[Opening SUPPLIED MATERIAL section]

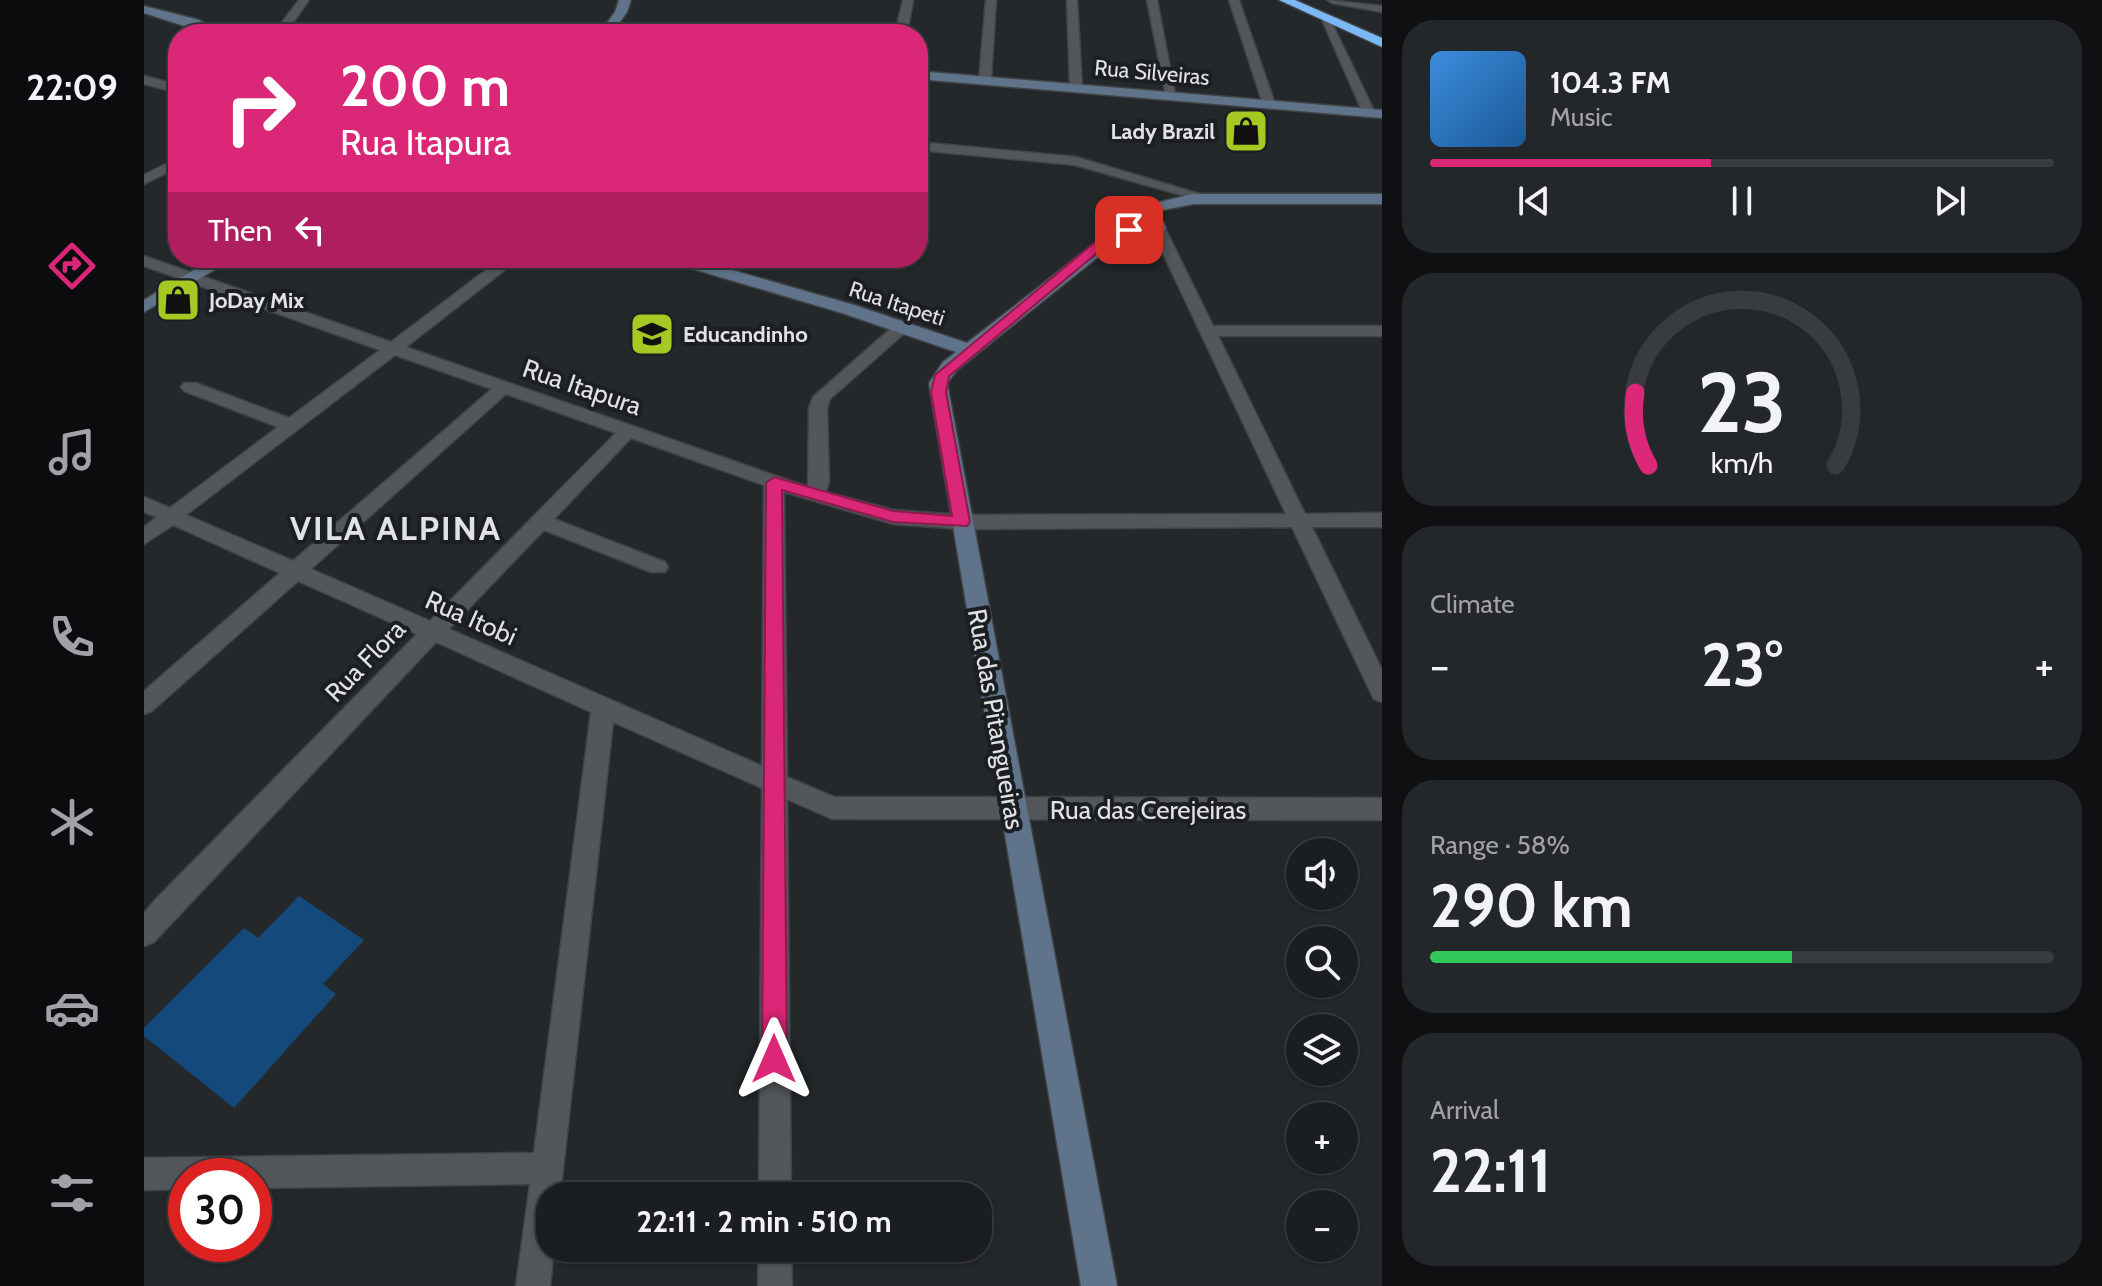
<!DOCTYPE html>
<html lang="en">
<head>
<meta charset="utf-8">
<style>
  :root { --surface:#1b1e20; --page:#242729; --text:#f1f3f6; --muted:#a0a2a5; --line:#393c3e; --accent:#db2777 }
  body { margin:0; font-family:Cabin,sans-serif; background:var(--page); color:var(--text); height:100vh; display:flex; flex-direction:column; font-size:30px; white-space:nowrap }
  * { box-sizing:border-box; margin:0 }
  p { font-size:26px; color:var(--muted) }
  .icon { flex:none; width:44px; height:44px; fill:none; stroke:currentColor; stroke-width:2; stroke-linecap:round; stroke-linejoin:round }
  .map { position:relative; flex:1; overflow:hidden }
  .sheet { display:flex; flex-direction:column; gap:20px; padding:20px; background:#0f1012; width:720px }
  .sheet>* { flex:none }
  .top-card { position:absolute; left:24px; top:24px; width:760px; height:244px; border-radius:32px; box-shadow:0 2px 6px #0004,0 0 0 2px var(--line); background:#db2777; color:#fff; overflow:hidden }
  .fabs { position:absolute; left:1142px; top:838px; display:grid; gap:16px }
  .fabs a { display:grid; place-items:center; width:72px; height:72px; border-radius:50%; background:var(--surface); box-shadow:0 2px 6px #0004,0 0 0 2px var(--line); font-size:40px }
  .speed { position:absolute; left:24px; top:1158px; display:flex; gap:16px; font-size:40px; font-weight:700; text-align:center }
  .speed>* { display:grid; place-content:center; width:104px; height:104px; border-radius:50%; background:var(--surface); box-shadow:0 2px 6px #0004,0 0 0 2px var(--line); line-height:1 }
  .speed .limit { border:12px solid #d22; background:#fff; color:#111 }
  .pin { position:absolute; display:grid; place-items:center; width:68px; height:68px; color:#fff; margin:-34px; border-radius:16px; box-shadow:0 4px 12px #0006 }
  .me { position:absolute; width:88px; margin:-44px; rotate:0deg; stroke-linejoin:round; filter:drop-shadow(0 0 6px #0008) }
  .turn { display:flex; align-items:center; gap:28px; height:168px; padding:0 40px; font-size:36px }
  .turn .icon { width:104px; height:104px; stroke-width:2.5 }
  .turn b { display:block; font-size:56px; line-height:68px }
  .then { display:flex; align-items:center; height:76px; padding:0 40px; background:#0003; gap:16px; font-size:30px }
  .big { font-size:60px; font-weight:700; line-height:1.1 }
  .sheet .card { flex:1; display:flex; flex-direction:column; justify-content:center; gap:12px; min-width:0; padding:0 28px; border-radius:32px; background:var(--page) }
  .sheet .dial { align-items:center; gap:0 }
  .dial svg { height:208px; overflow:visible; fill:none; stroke:var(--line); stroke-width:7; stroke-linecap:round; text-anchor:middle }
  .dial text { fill:var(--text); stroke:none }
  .song { display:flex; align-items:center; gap:24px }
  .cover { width:96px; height:96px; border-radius:12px; background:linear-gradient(135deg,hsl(210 70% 55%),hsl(210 70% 35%)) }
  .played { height:8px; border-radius:4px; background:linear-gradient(90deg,var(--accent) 45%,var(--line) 45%) }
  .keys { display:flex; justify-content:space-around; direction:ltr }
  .heat { display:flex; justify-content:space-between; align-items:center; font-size:44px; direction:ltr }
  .charge { height:12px; border-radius:6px; background:linear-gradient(90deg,#34c759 58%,var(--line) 0) }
  .trip { position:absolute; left:392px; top:1182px; width:456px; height:80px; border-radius:32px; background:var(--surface); box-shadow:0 2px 6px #0004,0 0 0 2px var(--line); font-weight:700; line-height:80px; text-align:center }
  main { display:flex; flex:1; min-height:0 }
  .tab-bar { display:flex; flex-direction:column; width:144px; justify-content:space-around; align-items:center; background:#0b0c0d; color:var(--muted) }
  .tab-bar .icon { width:56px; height:56px }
  .tab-bar .on { color:var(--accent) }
  .tab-bar b { font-size:36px; color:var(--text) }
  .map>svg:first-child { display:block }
  .building { fill:#134a7b }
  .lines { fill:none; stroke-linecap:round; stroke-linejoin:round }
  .street-casing { stroke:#404346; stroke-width:3 }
  .secondary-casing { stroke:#404346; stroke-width:3 }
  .highway-casing { stroke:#404346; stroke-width:3 }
  .street { fill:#53575b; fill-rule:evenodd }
  .secondary { fill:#5f748a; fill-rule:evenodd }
  .highway { fill:#7cb8f6; fill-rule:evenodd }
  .route { fill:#db2777; stroke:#8e194d; stroke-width:2 }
  .labels { text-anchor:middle; stroke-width:8; stroke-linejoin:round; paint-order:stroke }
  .far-street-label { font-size:22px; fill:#e0e2e4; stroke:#1b1e22 }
  .far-poi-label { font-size:22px; font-weight:bold; fill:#e0e2e4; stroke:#1b1e22; text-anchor:start }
  .street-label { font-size:26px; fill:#e0e2e4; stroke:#1b1e22 }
  .district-label { font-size:34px; font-weight:bold; letter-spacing:2px; fill:#e0e2e4; stroke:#1b1e22 }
</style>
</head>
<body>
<main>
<nav class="tab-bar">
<b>22:09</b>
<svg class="icon on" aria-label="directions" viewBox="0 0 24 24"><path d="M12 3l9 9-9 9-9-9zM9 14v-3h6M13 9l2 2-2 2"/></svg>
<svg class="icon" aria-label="music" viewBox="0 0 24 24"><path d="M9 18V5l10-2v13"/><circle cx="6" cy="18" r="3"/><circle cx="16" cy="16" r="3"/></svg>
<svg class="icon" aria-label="phone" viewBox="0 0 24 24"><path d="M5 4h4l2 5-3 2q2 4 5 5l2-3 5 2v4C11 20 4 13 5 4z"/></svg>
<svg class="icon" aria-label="climate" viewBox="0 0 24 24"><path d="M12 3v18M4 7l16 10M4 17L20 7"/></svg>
<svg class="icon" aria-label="car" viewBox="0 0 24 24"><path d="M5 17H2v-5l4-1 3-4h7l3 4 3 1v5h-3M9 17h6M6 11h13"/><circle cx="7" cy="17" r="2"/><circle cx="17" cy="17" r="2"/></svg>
<svg class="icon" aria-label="filters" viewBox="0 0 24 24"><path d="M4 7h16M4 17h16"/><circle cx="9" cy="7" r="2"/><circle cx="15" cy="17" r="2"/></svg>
</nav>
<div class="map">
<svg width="1238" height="1286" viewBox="0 0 1238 1286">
  <rect width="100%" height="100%" fill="#24282b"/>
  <!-- building -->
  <polygon class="building" points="155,896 220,940 179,984 192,994 90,1108 0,1036 0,1028 100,928 114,938"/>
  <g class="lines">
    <!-- street casing -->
    <g class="street-casing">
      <g id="street">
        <polygon points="155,0 165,0 141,34 129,34"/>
        <polygon points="759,0 769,0 763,34 751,34"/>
        <polygon points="842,0 852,0 847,80 841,84 835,80"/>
        <polygon points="923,0 933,0 938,88 932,92 926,88"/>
        <polygon points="1003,0 1013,0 1032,99 1022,96"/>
        <polygon points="1085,0 1095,0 1131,104 1129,107 1119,104"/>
        <polygon points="1183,0 1238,6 1238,12 1188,3"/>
        <polygon points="1176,15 1185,17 1231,113 1229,116 1219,113"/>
        <polygon points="776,71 782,75 780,88 774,92"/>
        <polygon points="0,76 34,85 34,93 0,84"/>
        <polygon points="774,142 932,157 1069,198 1062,202 931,165 774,150"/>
        <polygon points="34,158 34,167 0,184 0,175"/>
        <path d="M 1014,224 L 1021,228 L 1069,326 L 1238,326 L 1238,336 L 1074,336 L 1161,514 L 1238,513 L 1238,527 L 1168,527 L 1238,670 L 1238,702 L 1230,699 L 1227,693 L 1148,527 L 818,529 L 749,524 L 640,492 L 643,777 L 690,797 L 1238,798 L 1238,820 L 688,819 L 643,799 L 647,1196 L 615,1196 L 618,788 L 469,722 L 416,1196 L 406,1196 L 406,1248 L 410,1248 L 406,1286 L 372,1286 L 386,1184 L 110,1188 L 110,1176 L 42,1176 L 42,1189 L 0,1190 L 0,1158 L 390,1153 L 447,712 L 292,642 L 10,942 L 0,946 L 0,913 L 11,900 L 273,634 L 154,581 L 8,711 L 0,714 L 0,691 L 136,573 L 29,525 L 0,544 L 0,527 L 13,517 L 0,512 L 0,497 L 26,508 L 134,427 L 40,391 L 37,387 L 40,383 L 52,383 L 145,418 L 236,350 L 0,266 L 0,256 L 247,342 L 358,258 L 376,258 L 262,347 L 664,487 L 665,408 L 669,397 L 752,324 L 758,322 L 766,327 L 764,330 L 686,399 L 683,408 L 685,481 L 682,492 L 749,510 L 818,515 L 1142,514 L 1007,228 ZM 251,355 L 348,389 L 149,561 L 42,515 ZM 362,394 L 472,433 L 286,621 L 167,569 ZM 487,438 L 620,485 L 618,766 L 305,629 L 400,530 L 507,572 L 521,572 L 524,567 L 521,562 L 410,519 Z"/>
        <polygon points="615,1248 647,1248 648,1286 614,1286"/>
      </g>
    </g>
    <!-- secondary casing -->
    <g class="secondary-casing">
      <g id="secondary">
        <polygon points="475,0 487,0 483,12 467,34 455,34 471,12"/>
        <polygon points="0,6 55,20 81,34 65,34 0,13"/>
        <polygon points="774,71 1238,110 1238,118 774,79"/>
        <polygon points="1049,194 1238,194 1238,204 1049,204 1009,212 992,226 1005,226 1003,221 1011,216 1017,218 1022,228 1020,231 1003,236 980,236 813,370 803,383 973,1286 937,1286 785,383 799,362 812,352 698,313 522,261 520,258 546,258 710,305 823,343 965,232 966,228 999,206"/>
        <polygon points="70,258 90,258 0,312 0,300"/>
      </g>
    </g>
    <!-- highway casing -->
    <g class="highway-casing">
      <polygon id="highway" points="1135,0 1151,0 1238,38 1238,47"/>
    </g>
    <!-- street -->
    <use href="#street" class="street"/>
    <!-- secondary -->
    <use href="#secondary" class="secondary"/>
    <!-- highway -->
    <use href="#highway" class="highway"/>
  </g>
  <!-- route -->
  <polygon class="route" points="985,226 991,230 990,232 976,234 805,376 802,392 826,522 823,526 749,522 638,490 643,1059 639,1067 630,1071 622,1067 618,1059 622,483 630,477 749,511 808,516 787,392 791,375 968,228"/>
  <!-- icons -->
  <defs>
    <g id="shop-square" transform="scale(2.3)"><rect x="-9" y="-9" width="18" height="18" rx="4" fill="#a5c823" stroke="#1b1e22"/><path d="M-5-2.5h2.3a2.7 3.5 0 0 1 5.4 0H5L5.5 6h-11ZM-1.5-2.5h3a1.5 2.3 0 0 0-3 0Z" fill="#111"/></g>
    <g id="school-square" transform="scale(2.3)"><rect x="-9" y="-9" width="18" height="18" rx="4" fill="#a5c823" stroke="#1b1e22"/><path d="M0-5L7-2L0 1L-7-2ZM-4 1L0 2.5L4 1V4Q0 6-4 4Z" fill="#111"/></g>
  </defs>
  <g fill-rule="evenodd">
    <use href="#shop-square" x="1102" y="131"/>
    <use href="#shop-square" x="34" y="300"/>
    <use href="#school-square" x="508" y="334"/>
  </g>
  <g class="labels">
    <!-- far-street labels -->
    <g class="far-street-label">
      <text transform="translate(1008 72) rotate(5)" y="8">Rua Silveiras</text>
      <text transform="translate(753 303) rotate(18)" y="8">Rua Itapeti</text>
    </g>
    <!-- far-poi labels -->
    <g class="far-poi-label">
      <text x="1071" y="139" text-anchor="end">Lady Brazil</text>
      <text x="65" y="308">JoDay Mix</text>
      <text x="539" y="342">Educandinho</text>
    </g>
    <!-- street labels -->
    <g class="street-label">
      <text transform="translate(438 387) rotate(19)" y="9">Rua Itapura</text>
      <text transform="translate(327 618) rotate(24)" y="9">Rua Itobi</text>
      <text transform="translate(221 661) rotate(-46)" y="9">Rua Flora</text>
      <text transform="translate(852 719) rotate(80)" y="9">Rua das Pitangueiras</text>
      <text x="1004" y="819">Rua das Cerejeiras</text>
    </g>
    <!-- district labels -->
    <g class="district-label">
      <text x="252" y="540">VILA ALPINA</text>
    </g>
  </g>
</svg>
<div class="fabs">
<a><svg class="icon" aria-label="sound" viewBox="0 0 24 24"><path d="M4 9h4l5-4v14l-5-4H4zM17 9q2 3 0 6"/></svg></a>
<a><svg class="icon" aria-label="search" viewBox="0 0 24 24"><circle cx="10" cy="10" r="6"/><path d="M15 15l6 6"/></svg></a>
<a><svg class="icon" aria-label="layers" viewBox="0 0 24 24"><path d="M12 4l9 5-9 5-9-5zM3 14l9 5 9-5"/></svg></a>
<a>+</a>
<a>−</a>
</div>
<div class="speed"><div class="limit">30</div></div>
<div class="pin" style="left:985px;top:230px;background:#d93025"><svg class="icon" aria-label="arrive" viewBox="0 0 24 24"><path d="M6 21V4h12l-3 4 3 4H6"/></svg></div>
<svg class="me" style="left:630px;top:1059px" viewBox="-20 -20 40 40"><path d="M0-17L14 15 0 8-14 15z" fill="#db2777" stroke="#fff" stroke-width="4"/></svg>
<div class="trip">22:11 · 2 min · 510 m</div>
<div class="top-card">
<div class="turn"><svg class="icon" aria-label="right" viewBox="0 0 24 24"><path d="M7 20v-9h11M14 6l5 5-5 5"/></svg><div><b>200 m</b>Rua Itapura</div></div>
<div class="then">Then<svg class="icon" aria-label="left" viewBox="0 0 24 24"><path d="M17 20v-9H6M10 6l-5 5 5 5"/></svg></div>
</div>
</div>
<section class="sheet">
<div class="card">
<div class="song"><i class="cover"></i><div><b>104.3 FM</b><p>Music</p></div></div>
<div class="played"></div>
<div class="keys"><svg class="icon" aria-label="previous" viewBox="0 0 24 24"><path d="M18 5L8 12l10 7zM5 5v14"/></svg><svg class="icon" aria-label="pause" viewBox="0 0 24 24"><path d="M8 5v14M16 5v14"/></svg><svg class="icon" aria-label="next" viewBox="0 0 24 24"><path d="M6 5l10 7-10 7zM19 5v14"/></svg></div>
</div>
<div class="card dial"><svg viewBox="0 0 100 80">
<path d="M14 69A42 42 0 1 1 86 69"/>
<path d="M14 69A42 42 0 0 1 9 41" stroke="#db2777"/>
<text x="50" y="56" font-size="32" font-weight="700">23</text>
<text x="50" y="72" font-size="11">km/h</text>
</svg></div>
<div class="card"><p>Climate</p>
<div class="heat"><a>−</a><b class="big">23°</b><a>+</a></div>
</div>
<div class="card"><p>Range · 58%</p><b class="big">290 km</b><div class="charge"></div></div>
<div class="card"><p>Arrival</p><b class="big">22:11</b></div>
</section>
</main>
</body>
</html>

[Closing SUPPLIED MATERIAL section]

* _PROBLEM_:
Search the listing above for the string "played" and copy each line that has it.

* _SOLUTION TO THE PROBLEM_:
  .played { height:8px; border-radius:4px; background:linear-gradient(90deg,var(--accent) 45%,var(--line) 45%) }
<div class="played"></div>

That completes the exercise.